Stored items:

'''

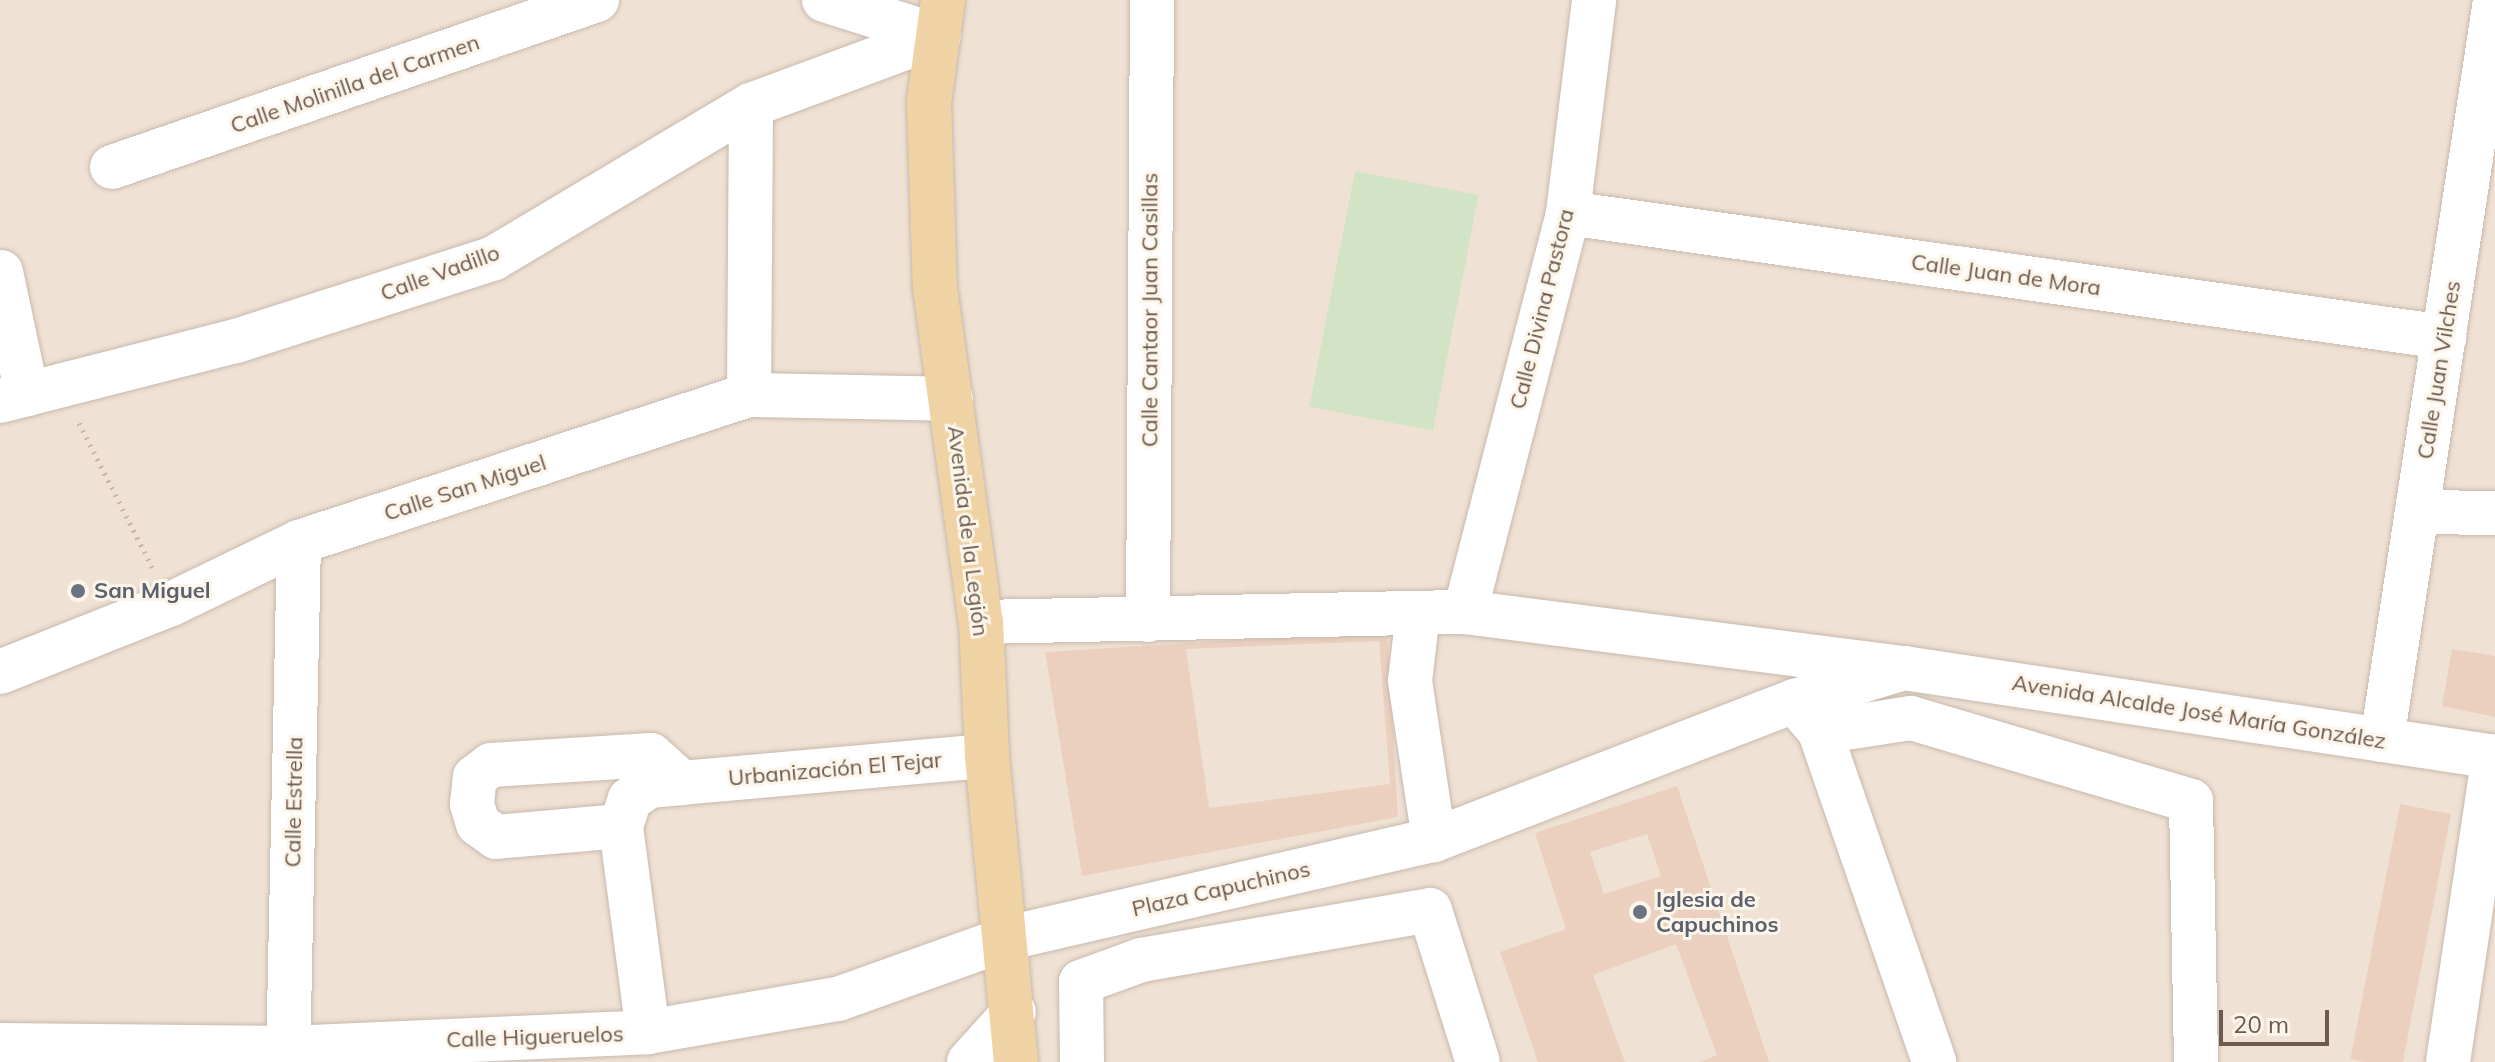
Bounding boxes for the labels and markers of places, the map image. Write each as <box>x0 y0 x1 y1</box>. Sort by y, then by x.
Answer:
place label: San Miguel <box>94 578 211 604</box>
marker: San Miguel <box>69 582 87 600</box>
place label: Iglesia de Capuchinos <box>1656 886 1778 938</box>
marker: Iglesia de Capuchinos <box>1631 903 1649 921</box>

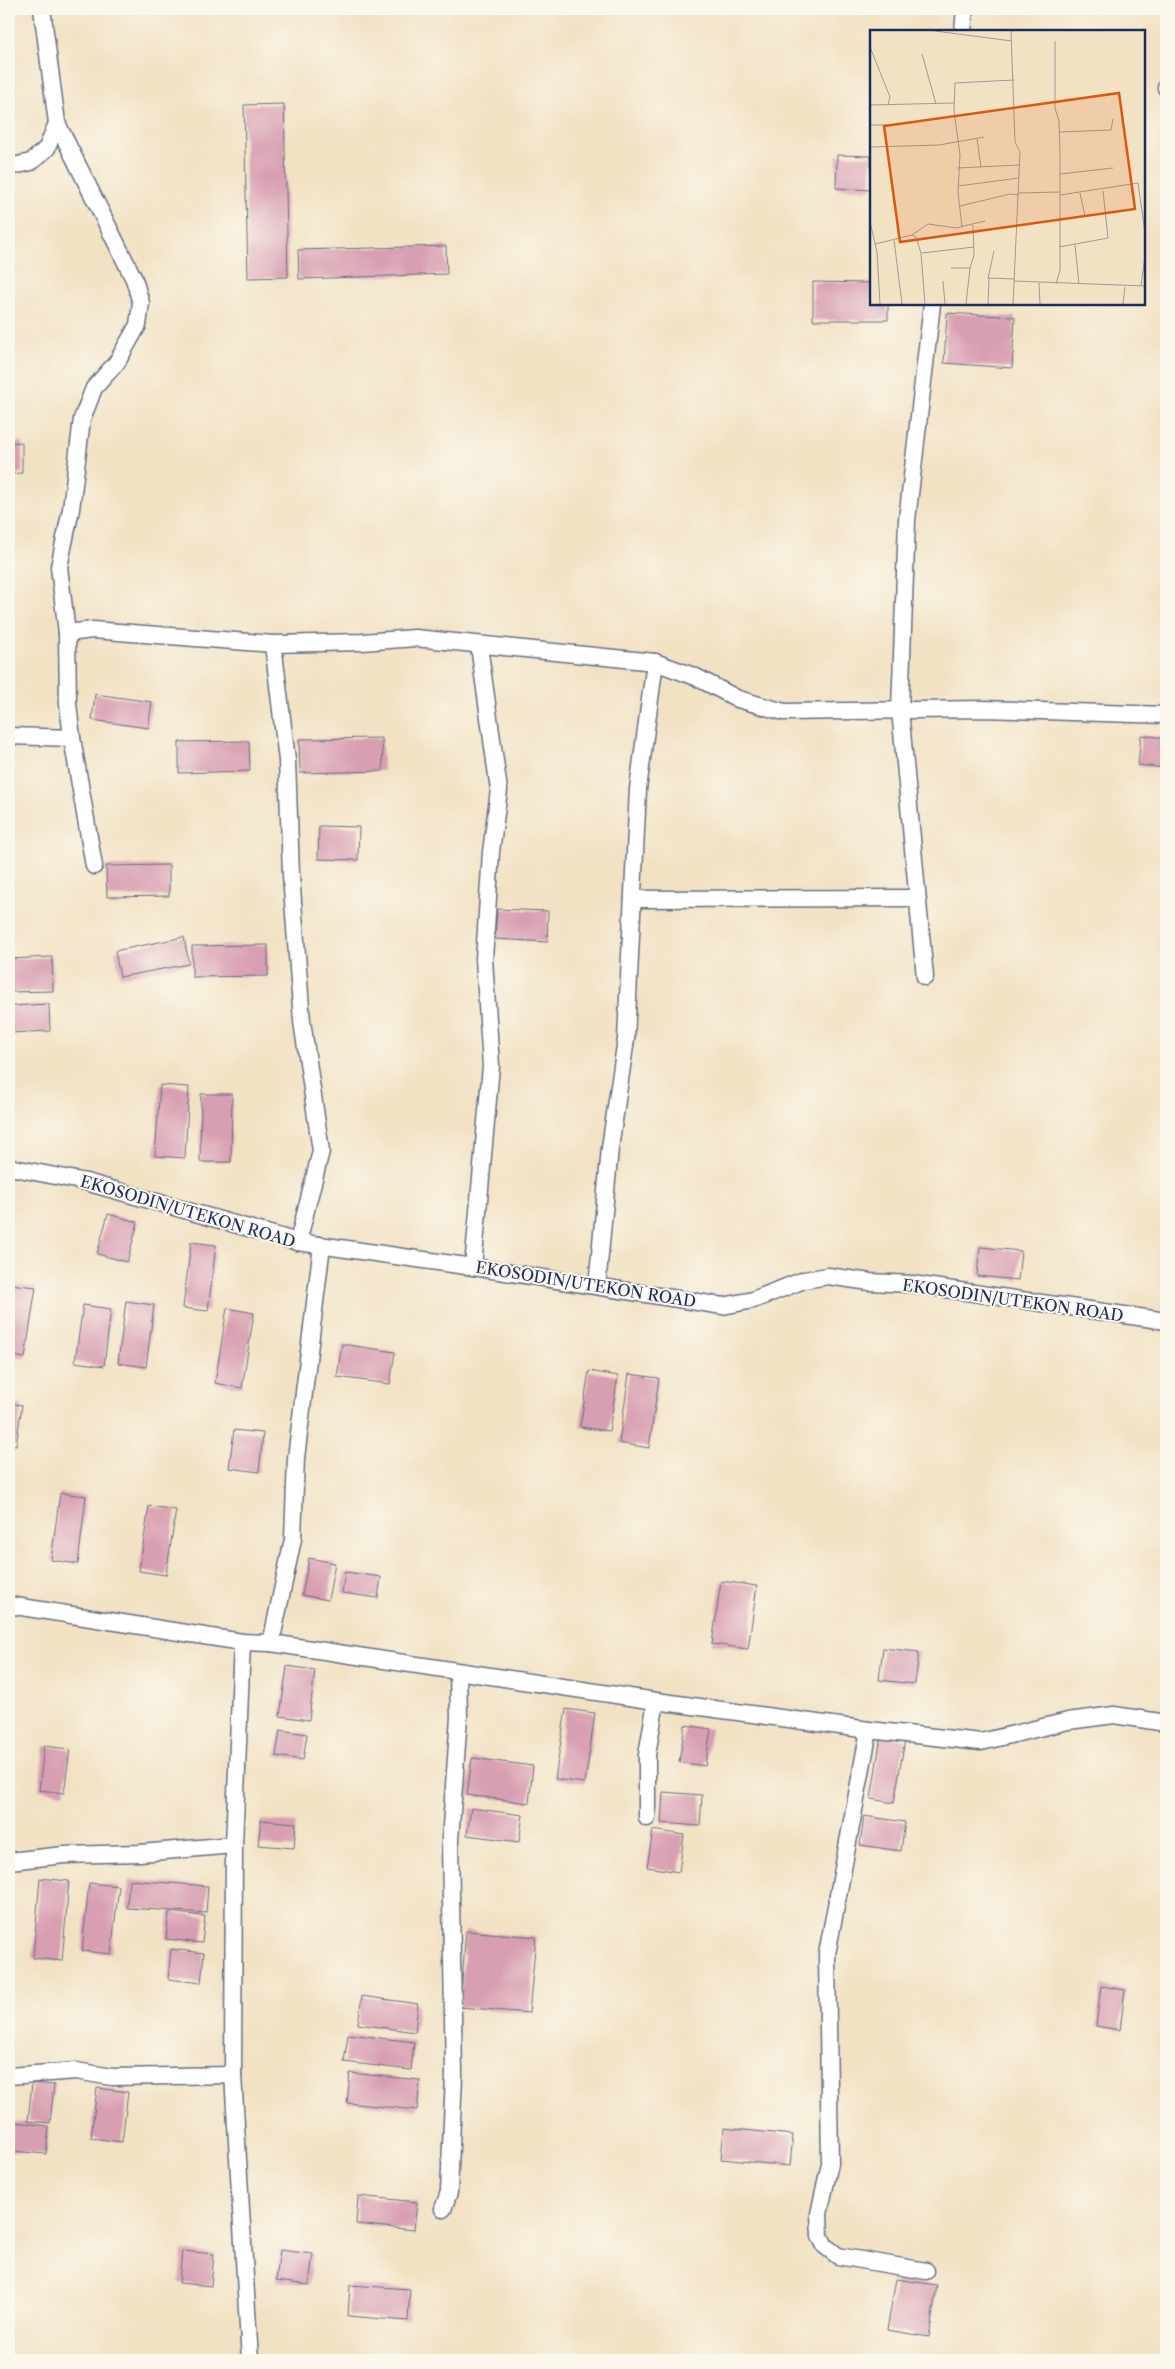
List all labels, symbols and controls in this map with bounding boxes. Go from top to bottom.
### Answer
inset map [870,30,1145,305]
street label: EKOSODIN/UTEKON ROAD [78,1171,298,1251]
street label: EKOSODIN/UTEKON ROAD [474,1257,698,1311]
street label: EKOSODIN/UTEKON ROAD [901,1275,1125,1325]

'''

- Directions
In the entries above, find each line containing the string "boxes" and copy it.

- Reply
Bounding boxes for the labels and markers of places, the map image. Write each as <box>x0 y0 x1 y1</box>. Sort by y, then by x.
List all labels, symbols and controls in this map with bounding boxes. Go from top to bottom.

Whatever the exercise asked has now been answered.